**HOW TO COMPLETE THIS TASK**
The entries follow. Copy every line in which "filter" appears.

**DATA FOR THIS EXERCISE**
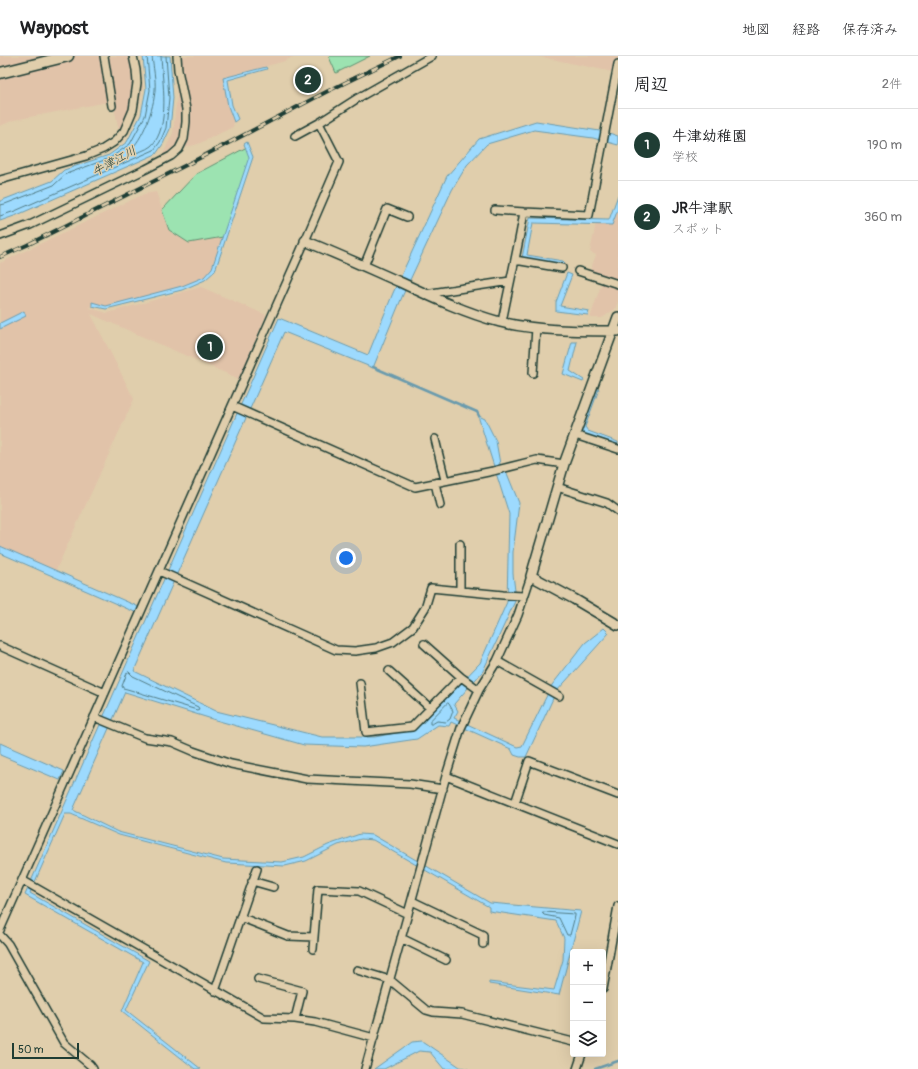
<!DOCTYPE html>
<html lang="ja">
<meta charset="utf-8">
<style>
:root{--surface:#fff;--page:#f2f2f2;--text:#202124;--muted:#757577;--line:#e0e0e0;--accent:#1f3d34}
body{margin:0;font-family:Pangolin,"Klee One",sans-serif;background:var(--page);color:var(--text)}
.controls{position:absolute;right:12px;bottom:12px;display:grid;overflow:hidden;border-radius:4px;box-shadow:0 4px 16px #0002}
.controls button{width:36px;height:36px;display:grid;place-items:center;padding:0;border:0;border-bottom:1px solid var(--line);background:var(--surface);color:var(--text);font:20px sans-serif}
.scale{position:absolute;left:12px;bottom:10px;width:67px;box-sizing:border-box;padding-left:4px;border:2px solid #1f3d34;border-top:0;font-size:11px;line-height:14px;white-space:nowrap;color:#1f3d34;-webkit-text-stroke:3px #e0ceac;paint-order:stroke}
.you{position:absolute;left:346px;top:502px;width:14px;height:14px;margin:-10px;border:3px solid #fff;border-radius:50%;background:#1a73e8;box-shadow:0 0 0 6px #1a73e833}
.badge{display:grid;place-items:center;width:26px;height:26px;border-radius:50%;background:var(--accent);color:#fff;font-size:13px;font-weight:700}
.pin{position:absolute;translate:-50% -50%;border:2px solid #fff;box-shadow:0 1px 4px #0006}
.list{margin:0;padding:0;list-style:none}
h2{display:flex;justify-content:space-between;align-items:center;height:52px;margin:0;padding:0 16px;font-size:17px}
h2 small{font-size:13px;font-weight:400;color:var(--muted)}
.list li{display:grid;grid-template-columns:26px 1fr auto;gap:12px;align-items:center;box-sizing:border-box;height:72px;padding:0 16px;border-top:1px solid var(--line)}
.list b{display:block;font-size:15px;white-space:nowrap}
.list p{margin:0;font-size:13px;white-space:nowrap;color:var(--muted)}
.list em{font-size:13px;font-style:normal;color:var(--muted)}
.icon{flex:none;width:22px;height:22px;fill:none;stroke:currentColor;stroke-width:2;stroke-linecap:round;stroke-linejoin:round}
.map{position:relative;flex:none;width:618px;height:1013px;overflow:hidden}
header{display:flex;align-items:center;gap:24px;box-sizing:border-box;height:56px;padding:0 20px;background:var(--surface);border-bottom:1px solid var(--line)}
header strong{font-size:19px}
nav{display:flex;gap:22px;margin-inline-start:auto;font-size:14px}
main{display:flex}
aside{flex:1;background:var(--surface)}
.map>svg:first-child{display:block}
</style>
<header>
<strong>Waypost</strong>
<nav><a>地図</a><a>経路</a><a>保存済み</a></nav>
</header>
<main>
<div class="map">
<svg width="618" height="1013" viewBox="0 0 618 1013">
<rect width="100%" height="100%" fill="#e0ceac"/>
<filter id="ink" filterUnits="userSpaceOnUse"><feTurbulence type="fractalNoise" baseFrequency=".025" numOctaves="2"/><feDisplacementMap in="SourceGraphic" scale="8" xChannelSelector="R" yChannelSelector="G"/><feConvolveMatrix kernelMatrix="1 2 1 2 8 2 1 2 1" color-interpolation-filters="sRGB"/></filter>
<g filter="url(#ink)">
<path fill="#e1c3a9" d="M 0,0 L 138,0 L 143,31 L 137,57 L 126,81 L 121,86 L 113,45 L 14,64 L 0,70 Z
M 174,0 L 294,0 L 285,5 L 224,22 L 228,50 L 234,66 L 233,71 L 198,88 L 163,98 L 173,77 L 177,39 Z
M 537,0 L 618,0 L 618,26 L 613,16 Z
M 156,136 L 169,174 L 223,181 L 214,213 L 205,222 L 182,233 L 106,252 L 92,248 L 90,252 L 107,257 L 201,231 L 266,259 L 239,323 L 91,258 L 134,343 L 56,514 L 53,516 L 0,493 L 0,207 L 144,138 Z
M 618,146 L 618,246 L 615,253 L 602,262 L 590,262 L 603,223 L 589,218 L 596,199 L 590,196 L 596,167 L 611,166 Z"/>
<path fill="#9ce3b1" stroke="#5e9072" d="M 330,0 L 370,0 L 336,17 L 329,1 Z
M 247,91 L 251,100 L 223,181 L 189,187 L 169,174 L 162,154 L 196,118 Z"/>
<path fill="#9ddafe" stroke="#6b9bad" d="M 143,0 L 170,0 L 173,42 L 170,73 L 163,88 L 156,98 L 17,159 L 0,165 L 0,145 L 52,125 L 64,114 L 109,99 L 127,86 L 141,59 L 146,33 Z
M 266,11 L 267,13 L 228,24 L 232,49 L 238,63 L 234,66 L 228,50 L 223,22 Z
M 536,65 L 606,76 L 618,80 L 618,89 L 593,82 L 534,74 L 487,88 L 467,109 L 452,134 L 402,241 L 373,312 L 284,276 L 134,615 L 216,655 L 322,681 L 375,681 L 416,673 L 480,607 L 507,546 L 509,458 L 479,363 L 479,360 L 485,363 L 496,385 L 500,408 L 506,415 L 519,447 L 513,496 L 513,518 L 516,543 L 483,615 L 454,648 L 458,655 L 454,662 L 517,691 L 522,690 L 552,629 L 585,587 L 604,572 L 609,577 L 556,636 L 526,701 L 520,701 L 514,699 L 511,693 L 451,666 L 449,670 L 438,669 L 417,683 L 363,691 L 304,689 L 212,663 L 125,636 L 73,754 L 118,776 L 223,803 L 282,806 L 304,801 L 328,789 L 360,778 L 373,779 L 490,847 L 581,855 L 559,939 L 489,928 L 489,926 L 554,934 L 563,904 L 564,882 L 556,865 L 489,855 L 489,851 L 373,784 L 361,783 L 338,789 L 306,805 L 285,810 L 226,807 L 119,779 L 71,758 L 65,758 L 30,837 L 149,905 L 126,954 L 201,1013 L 195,1013 L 122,955 L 143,906 L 25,839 L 279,262 L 368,299 L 393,237 L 447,120 L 479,83 Z
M 247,86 L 253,101 L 215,215 L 205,224 L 182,234 L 106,253 L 92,250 L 92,246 L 106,250 L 182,230 L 204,221 L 212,212 L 249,101 L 244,88 Z
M 618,139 L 618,153 L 612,169 L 533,167 L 527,199 L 563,205 L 565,207 L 562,210 L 522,202 L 530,162 L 609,164 Z
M 567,217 L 572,219 L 560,250 L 589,255 L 588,259 L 556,255 L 556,246 Z
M 24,255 L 26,260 L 0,273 L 0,267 Z
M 572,286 L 577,286 L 570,315 L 584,324 L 583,326 L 563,318 Z
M 596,331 L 599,333 L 585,371 L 588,375 L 618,386 L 618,389 L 583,378 L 581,373 Z
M 0,490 L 139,551 L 137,557 L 0,497 Z
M 0,687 L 64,715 L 60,724 L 0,699 Z
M 422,985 L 460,1011 L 468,1013 L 444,1013 L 430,996 L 419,995 L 384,1013 L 374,1013 L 412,986 Z"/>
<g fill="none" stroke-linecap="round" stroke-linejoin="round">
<path stroke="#517c85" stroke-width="1" d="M 152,0 C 153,11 156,23 155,34 C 154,52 143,84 129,95 L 129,97 L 131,98 C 137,97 146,94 151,90 C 171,72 162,23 161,0
M 0,149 L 5,148 L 54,129 L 66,118 L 110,102 L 130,88 L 145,60 L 150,34 L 147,0
M 0,160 L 15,155 L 154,94 L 160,86 L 166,72 L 169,42 L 166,0
M 129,616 L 133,620 L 198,651 L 199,653 L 197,654 L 127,633 L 123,632 L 122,630 L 127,617 Z
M 448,647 L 449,648 L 453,655 L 450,663 L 446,666 L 437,665 L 432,668 L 430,668 L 430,665 Z
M 543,856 L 575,858 L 575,860 L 570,879 L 567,879 L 559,862 L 544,859 L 543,858 Z"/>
<path stroke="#6b9bad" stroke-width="2.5" d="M 373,311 L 477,356 L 479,360
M 595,1013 L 618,1005"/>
<g stroke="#1f3d34" stroke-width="10">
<path id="minor" d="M 104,0 L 112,50
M 295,80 L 319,67 L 358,42 L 432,0
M 0,124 L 86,100 L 103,93 L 114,86 L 124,75 L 133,54 L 137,27 L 136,14 L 133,0
M 495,154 L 524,156
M 0,180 L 30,169 L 146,113 L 171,100 L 179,93 L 184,83 L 186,66 L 186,53 L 178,14 L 177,0
M 515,204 L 562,212
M 364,210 L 387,153 L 407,161
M 578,215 L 618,228
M 425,238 L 510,225
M 502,266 C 509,230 518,193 524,156 L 589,159 L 618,8
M 533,317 L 536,272
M 232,350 L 415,431 L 493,415 L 537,404 L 564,408
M 575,379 L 618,393
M 435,383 L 445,424
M 435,427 L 440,449
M 557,431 L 607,447 L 618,455
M 460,488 L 460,534
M 159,515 L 336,594 L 355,595 L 376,592 L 393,586 L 413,571 L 425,552 L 431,532 L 503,539 L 524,540
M 424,588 L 461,621 L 479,634
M 0,590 L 105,637
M 497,605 L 559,640
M 389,615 L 430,652
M 360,627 L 366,676 L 412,671 L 461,621
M 94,661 L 145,682 L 172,686 L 193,695 L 231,708 L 307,723 L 410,728 L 443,733
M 446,720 L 618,788
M 515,747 L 529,705 L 618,739
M 22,824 L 264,962 L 295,963 L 315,966 L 374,982
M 252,825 L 273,831
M 412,845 L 483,879 L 483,888
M 240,861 L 288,880 L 314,881
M 0,874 L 305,185 L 339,106 L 319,67
M 0,879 L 8,888 L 64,987 L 90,1009 L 93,1013
M 401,882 L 446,904
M 313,893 L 318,833 L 359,835 L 408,858
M 357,914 L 390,924 L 426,954 L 433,956 L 462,958 L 573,986
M 258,923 L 302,935 L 295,963
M 603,933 L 618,850
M 215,935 L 257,813
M 365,1013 L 446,720 L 461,672 L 479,634 L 497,605 L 518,559 L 531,520
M 577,1013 L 582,998"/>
</g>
<g stroke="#1f3d34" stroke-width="12">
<path id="tertiary" d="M 305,185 C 338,198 370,213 402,227 C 434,242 466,257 500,266 C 537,275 581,275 618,275
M 618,261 L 564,408 L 531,520 L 574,543 L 618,569"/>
</g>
<g stroke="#1f3d34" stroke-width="13">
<path id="secondary" d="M 0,17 L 68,0"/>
</g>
<use href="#minor" stroke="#e0ceac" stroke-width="7"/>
<use href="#tertiary" stroke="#e0ceac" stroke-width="9"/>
<use href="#secondary" stroke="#e0ceac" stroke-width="10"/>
<g stroke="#1f3d34" stroke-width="4">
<path id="rail" d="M 0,201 L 27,189 L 192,106 L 326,36 L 400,0"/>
</g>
<use href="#rail" stroke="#e0ceac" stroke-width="2.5" stroke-dasharray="8" stroke-linecap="butt"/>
</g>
</g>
<g text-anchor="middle" stroke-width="3" stroke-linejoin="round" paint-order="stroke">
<g font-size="12" font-style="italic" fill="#25453e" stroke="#e0ceac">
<text transform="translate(114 105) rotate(-29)" y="4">牛津江川</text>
</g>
</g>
</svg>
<div class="controls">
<button>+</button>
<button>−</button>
<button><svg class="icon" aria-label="layers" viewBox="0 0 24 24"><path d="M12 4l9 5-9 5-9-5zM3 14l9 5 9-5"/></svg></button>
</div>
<div class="scale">50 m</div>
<div class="you"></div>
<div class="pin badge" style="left:210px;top:291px">1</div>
<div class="pin badge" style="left:308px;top:24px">2</div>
</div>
<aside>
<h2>周辺<small>2件</small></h2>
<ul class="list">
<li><span class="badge">1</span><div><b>牛津幼稚園</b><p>学校</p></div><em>190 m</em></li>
<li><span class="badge">2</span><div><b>JR牛津駅</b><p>スポット</p></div><em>360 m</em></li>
</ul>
</aside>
</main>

**ANSWER SECTION**
<filter id="ink" filterUnits="userSpaceOnUse"><feTurbulence type="fractalNoise" baseFrequency=".025" numOctaves="2"/><feDisplacementMap in="SourceGraphic" scale="8" xChannelSelector="R" yChannelSelector="G"/><feConvolveMatrix kernelMatrix="1 2 1 2 8 2 1 2 1" color-interpolation-filters="sRGB"/></filter>
<g filter="url(#ink)">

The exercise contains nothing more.